One of the limitations in this study is the relatively small stone sample size and the intentional selection of pure stones. This study considered only pure stones, which comprised at least 95% of one composition, and excluded those which did not match this criteria. The only exception was struvite stones because these are always formed with a second substance, which is usually apatite. To enroll only pure stones reduced the number of patients represented in our study. This is because most renal stones are of mixed composition and are more common than pure stones [35]. The improvement made in discriminating pure stones documented here will also apply to stones of mixed compositions.

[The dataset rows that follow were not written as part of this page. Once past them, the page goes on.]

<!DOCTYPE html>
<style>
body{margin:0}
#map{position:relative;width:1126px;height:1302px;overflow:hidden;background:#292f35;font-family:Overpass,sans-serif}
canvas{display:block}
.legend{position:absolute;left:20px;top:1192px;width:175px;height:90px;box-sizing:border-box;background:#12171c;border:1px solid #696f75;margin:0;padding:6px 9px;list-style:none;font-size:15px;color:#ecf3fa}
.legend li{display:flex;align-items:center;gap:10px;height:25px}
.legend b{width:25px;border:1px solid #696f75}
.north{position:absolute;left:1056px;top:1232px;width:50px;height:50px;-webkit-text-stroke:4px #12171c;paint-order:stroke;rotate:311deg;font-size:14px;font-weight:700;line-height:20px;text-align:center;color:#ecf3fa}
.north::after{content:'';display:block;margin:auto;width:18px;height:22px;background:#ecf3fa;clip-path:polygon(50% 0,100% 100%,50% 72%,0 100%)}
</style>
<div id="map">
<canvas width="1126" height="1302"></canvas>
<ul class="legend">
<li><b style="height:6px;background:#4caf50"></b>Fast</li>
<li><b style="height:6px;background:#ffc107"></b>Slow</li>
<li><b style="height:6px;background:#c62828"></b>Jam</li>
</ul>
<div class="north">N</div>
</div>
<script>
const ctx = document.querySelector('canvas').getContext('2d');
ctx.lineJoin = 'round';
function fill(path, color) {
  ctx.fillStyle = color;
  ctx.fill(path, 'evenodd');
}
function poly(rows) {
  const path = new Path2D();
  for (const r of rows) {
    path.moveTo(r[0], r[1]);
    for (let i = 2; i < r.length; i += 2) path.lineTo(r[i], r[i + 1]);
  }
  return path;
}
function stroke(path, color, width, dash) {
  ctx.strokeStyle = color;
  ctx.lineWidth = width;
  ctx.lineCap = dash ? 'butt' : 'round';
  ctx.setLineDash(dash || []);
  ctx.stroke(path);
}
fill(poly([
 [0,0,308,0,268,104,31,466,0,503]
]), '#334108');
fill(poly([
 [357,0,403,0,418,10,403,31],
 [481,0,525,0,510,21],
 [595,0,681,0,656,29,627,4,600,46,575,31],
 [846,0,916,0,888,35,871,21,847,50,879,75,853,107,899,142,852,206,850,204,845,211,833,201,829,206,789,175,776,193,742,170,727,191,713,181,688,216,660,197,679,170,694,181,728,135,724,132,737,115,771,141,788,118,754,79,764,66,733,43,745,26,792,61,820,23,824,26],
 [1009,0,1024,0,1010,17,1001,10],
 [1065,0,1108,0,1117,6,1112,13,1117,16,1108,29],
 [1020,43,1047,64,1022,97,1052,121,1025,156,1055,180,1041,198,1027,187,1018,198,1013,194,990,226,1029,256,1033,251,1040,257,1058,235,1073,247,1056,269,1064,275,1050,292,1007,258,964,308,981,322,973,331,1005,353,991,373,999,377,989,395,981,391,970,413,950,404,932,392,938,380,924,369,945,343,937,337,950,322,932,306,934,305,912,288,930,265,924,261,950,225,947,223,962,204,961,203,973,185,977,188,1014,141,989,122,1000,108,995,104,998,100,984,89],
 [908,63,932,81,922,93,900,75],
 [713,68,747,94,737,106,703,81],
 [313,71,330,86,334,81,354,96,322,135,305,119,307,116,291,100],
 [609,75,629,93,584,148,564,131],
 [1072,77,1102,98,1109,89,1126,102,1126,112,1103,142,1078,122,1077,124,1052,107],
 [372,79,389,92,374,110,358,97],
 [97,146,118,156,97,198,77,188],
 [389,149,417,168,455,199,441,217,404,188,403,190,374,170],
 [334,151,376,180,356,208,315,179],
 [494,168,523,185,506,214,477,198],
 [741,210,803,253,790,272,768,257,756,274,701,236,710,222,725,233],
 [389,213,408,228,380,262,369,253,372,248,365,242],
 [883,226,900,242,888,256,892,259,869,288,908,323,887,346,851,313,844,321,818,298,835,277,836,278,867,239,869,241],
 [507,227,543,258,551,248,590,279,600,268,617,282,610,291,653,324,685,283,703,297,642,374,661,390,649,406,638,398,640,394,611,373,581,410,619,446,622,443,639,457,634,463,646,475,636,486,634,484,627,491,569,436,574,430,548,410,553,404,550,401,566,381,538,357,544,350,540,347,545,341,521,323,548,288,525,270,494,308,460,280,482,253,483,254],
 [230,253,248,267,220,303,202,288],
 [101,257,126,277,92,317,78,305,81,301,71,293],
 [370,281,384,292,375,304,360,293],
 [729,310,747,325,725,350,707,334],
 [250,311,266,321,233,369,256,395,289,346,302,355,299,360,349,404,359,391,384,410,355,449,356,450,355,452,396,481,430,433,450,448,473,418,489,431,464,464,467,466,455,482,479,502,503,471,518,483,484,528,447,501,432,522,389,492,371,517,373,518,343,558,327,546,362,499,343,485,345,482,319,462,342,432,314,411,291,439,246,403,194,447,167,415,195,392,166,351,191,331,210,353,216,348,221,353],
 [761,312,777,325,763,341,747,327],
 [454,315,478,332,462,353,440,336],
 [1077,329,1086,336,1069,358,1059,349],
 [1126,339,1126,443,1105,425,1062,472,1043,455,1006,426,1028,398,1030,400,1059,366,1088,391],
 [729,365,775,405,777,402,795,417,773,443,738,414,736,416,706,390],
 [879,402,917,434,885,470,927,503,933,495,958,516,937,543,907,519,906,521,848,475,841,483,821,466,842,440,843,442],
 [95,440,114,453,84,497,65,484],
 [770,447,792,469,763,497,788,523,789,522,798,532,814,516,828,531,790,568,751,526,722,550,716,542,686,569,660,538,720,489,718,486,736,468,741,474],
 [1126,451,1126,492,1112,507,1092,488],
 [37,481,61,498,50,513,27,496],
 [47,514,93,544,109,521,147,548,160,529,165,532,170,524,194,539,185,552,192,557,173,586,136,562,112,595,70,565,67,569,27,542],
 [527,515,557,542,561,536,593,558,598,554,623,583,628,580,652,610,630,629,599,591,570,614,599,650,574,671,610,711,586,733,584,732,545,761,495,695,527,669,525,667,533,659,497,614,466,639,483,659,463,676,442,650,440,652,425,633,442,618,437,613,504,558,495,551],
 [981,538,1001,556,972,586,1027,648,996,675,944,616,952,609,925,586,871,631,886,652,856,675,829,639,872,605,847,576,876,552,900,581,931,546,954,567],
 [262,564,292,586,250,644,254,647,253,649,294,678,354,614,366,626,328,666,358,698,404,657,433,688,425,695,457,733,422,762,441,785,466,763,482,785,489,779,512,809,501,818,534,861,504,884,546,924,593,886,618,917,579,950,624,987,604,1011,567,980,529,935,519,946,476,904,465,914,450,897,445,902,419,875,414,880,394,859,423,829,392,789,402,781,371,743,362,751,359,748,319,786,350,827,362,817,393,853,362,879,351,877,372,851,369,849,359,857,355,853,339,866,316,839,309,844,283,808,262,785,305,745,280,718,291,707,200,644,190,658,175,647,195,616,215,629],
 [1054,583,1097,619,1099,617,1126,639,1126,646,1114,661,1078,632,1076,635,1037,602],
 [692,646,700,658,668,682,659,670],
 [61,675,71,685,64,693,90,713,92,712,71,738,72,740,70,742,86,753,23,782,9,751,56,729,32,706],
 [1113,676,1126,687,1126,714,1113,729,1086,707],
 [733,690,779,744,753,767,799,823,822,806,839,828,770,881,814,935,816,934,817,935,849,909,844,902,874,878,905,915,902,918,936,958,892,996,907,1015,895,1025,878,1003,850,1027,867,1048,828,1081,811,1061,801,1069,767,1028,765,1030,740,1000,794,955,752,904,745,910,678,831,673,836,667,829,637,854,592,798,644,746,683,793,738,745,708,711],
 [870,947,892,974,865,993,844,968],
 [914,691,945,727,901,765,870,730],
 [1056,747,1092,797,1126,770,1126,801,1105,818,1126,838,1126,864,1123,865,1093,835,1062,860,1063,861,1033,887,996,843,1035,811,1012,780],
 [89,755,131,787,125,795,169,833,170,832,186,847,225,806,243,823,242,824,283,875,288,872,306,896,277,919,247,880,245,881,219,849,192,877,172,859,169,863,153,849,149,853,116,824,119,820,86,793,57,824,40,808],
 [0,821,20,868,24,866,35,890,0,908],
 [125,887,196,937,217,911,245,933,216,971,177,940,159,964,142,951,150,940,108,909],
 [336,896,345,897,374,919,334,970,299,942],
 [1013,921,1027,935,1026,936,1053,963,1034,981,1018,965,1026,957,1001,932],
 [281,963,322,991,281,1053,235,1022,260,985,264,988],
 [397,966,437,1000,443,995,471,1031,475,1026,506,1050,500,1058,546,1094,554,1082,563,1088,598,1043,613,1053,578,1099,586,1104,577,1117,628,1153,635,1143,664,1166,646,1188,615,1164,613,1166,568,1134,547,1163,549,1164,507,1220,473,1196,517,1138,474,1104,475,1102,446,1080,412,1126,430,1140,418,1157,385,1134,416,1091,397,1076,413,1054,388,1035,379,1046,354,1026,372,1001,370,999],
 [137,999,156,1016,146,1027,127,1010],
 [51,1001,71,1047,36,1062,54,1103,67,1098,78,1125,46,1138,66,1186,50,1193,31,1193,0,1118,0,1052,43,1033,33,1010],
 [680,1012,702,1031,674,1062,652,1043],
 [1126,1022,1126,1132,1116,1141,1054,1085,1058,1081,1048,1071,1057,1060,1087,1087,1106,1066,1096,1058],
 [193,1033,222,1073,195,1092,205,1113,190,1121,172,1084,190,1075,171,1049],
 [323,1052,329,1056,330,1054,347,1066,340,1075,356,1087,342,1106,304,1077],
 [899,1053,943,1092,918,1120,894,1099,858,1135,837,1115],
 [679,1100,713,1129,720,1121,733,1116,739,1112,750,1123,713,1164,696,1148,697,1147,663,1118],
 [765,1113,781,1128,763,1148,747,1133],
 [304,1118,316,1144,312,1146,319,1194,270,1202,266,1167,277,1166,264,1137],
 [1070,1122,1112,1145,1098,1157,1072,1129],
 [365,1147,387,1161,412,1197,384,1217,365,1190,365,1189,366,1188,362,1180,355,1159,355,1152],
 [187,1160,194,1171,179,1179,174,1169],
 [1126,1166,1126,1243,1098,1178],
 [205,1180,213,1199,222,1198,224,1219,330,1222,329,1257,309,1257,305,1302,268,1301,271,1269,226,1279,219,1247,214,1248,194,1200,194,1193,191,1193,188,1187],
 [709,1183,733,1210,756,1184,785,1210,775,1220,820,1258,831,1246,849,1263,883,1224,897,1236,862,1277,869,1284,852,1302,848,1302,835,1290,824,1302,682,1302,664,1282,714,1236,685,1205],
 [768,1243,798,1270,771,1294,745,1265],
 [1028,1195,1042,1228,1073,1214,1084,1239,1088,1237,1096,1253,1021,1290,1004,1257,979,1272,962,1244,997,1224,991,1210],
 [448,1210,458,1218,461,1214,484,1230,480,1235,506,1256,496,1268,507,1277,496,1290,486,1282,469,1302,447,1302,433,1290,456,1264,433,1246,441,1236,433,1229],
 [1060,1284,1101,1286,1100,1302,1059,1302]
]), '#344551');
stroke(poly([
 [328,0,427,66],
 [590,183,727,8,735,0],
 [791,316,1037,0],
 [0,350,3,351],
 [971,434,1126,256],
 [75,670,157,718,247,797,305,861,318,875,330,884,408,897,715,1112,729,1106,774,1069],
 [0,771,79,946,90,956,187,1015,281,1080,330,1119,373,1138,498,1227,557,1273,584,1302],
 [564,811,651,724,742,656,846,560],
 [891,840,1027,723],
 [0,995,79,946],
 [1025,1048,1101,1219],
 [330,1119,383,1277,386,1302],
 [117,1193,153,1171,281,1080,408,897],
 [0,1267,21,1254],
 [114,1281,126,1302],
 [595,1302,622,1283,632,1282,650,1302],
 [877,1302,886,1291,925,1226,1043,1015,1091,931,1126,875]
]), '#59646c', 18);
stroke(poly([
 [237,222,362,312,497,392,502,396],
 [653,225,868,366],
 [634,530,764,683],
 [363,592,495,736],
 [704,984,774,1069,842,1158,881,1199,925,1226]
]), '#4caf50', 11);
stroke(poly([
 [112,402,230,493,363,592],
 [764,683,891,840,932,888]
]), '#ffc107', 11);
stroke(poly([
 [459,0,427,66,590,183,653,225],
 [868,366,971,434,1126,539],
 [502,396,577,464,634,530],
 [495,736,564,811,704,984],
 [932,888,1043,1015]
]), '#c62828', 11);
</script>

In summary, the ability of DECT to discriminate between renal stone compositions depends on the difference between the CTR of the materials, which is determined by the difference in atomic numbers of stone components, and spectral separation. The effective atomic numbers of the UA stone types fall into a narrow range (6.84–7.01). The effective atomic number numbers of non-UA stones are higher and more varied (range, 10.78–15.56). The large difference in the effective atomic numbers of UA and non-UA stones explains the ability of DECT to differentiate UA from non-UA with high accuracy. However, the differences in the effective atomic numbers among the common non-UA stones, such as cystine, struvite, calcium oxalate, brushite and apatite, are much smaller (Table 1). This work demonstrated that dual-source DECT, with increased spectral separation due to filtration of the high-energy beam, may allow in vivo identification of multiple types of non-UA stones. However, properly differentiating some stone types, such as the discrimination between brushite and calcium oxalate stone, still remains a challenge.